内気で不器用なサイモン(ジェシー・アイゼンバーグ)は、勤務先のコピー係ハナ(ミア・ワシコウスカ)に恋していたが、ろくに話も出来ず、彼女のアパートの窓を望遠鏡で覗くばかりだった。ある日、サイモンの前に自分にそっくりな男ジェームズが現れる。ジェームズは要領が良く口が上手く、サイモンとは正反対だった。原作はドストエフスキーの小説『分身』(版によっては『二重人格』)。監督はリチャード・アイオアデイ。
 同じ原作小説をベルトルッチも映画化しているが、当然のことながら本作とは全然方向性が違う。ベルトルッチ版は映像は実験的、メンタリティは意外と中二病的だったが、本作は圧倒的に笑える、そして怖い作品に仕上がっている。
 冒頭の、なかなか電車から降りられないという件からしてコントみたいなのだが、サイモンの日常の不条理な不愉快さがちょっと笑っちゃうような感じで描かれる。そこにジェームズが登場すると、不条理さが加速され、笑いも加速される。

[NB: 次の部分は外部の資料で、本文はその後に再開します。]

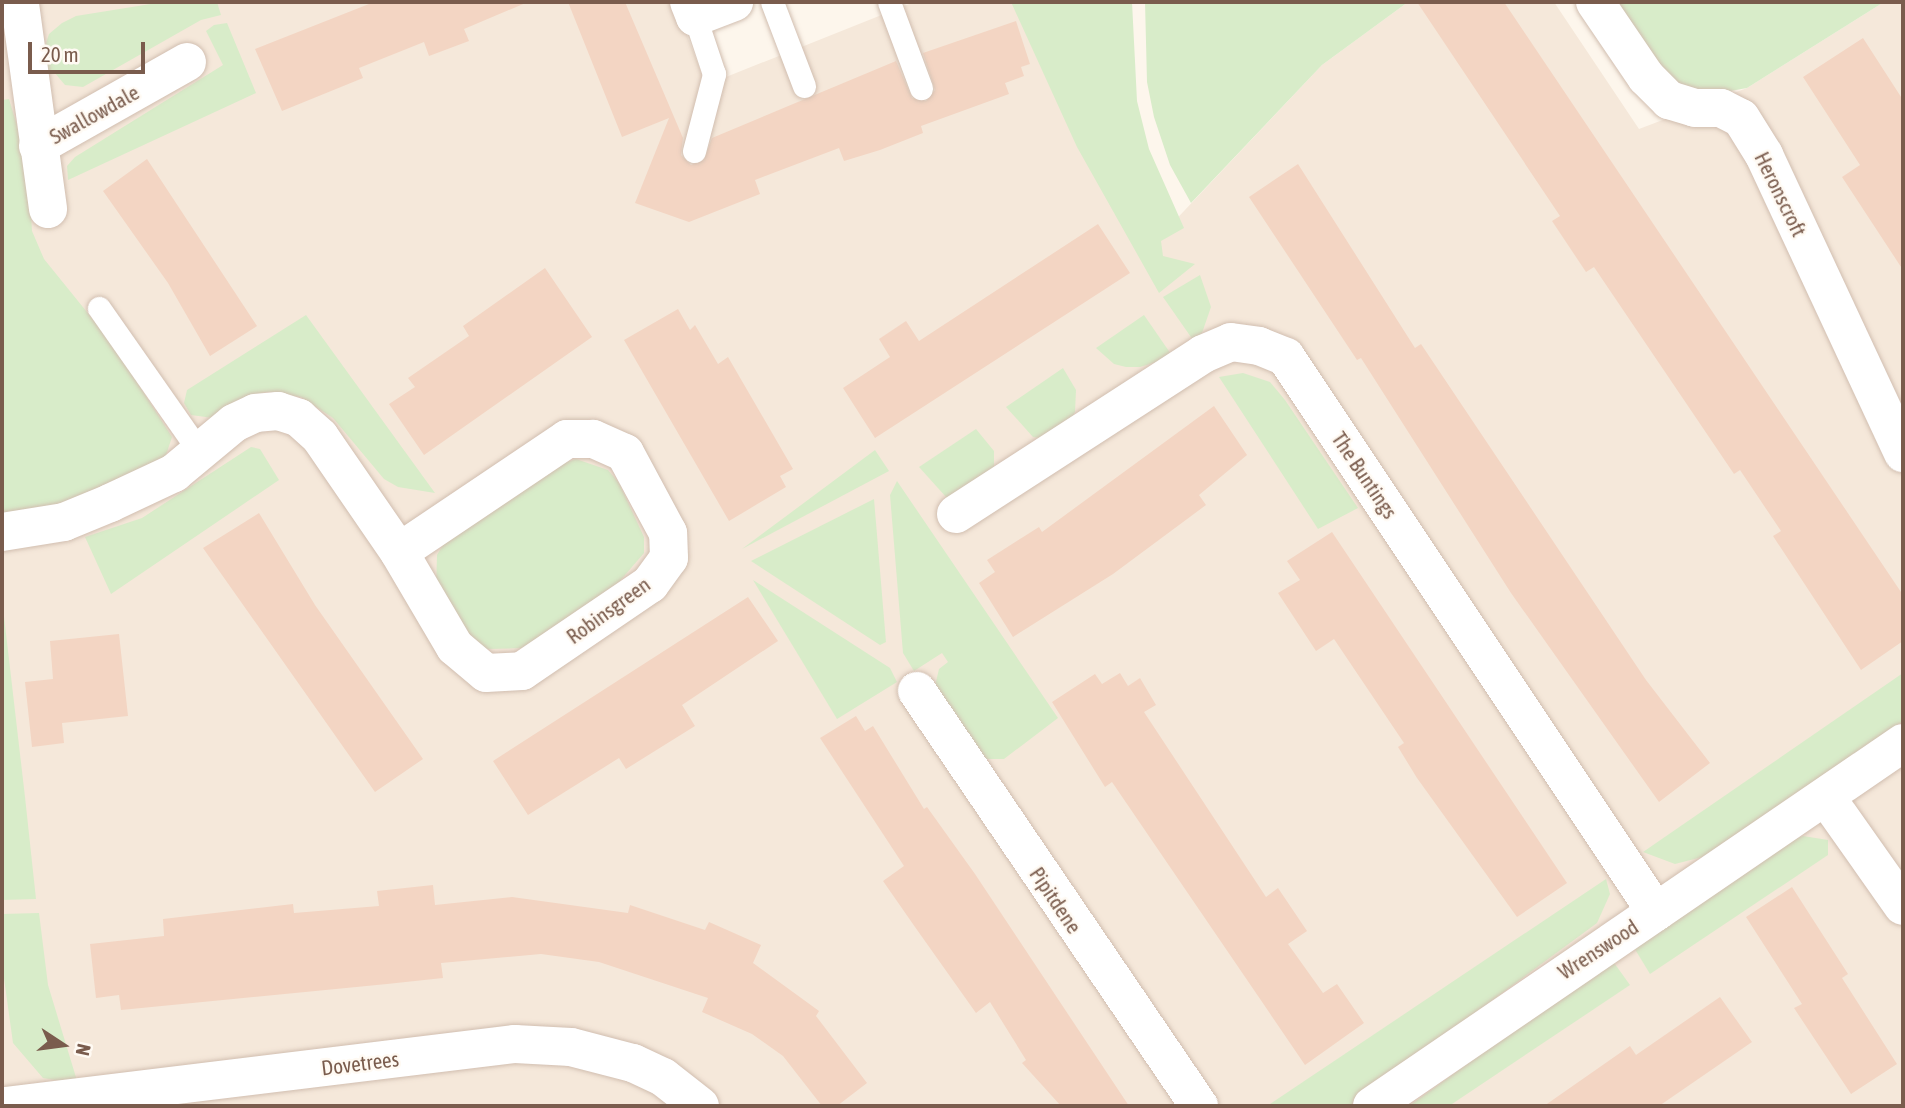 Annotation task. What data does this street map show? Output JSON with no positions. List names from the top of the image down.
{
  "streets": {
    "street": [
      "Swallowdale",
      "Heronscroft",
      "The Buntings",
      "Robinsgreen",
      "Pipitdene",
      "Wrenswood",
      "Dovetrees"
    ]
  },
  "crossings": [
    ["The Buntings", "Wrenswood"]
  ],
  "scale_bar": "20 m",
  "north": "right"
}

しかしジェームズの出現による笑いは、サイモンにとっては自分の居場所、身分、能力等自分に属する何もかもが徐々に奪われていくことでもある。これは、本当にじわじわと怖かった。サイモンが途中でちょっと諦めモードに入ってしまうあたりは特に。はたからみていればおかしいのだが、当人にとっては、自分を自分とわかってもらえない、何を言っても周囲に通じないというのは、恐怖に他ならないだろう。怖さとおかしさは、奇妙に相性がいい。ホラー映画は一歩間違えるとギャグ映画(その反対も)だというのと同じだ。
 また本作、なぜか60年代の日本の歌謡曲(坂本九、ジャッキー吉川とブルーコメッツ等)を挿入歌として使っている。改めて聞くとしみじみと名曲・・・なのだが、なまじ歌詞がわかるだけに映画の他の部分との違和感に笑ってしまう。これ、他の国の人が見たらどんなふうに感じるのだろうか。建物や街並みのビジュアルが、なぜか旧共産圏の雰囲気漂うもので、この風景に歌謡曲が妙にマッチしているのもおかしい。無機質でやや荒涼感漂う美術に、結構こってりとした歌謡曲が乗っかると不思議な味わいだ。
 アイゼンバーグが全く正反対のタイプの男性を1人2役で演じているが、どちらも実にそれらしく見える。この人、やっぱり上手い俳優だったんだなー。おどおどした素振りもチャラい素振りも、元々その人みたいな振る舞いに見えた。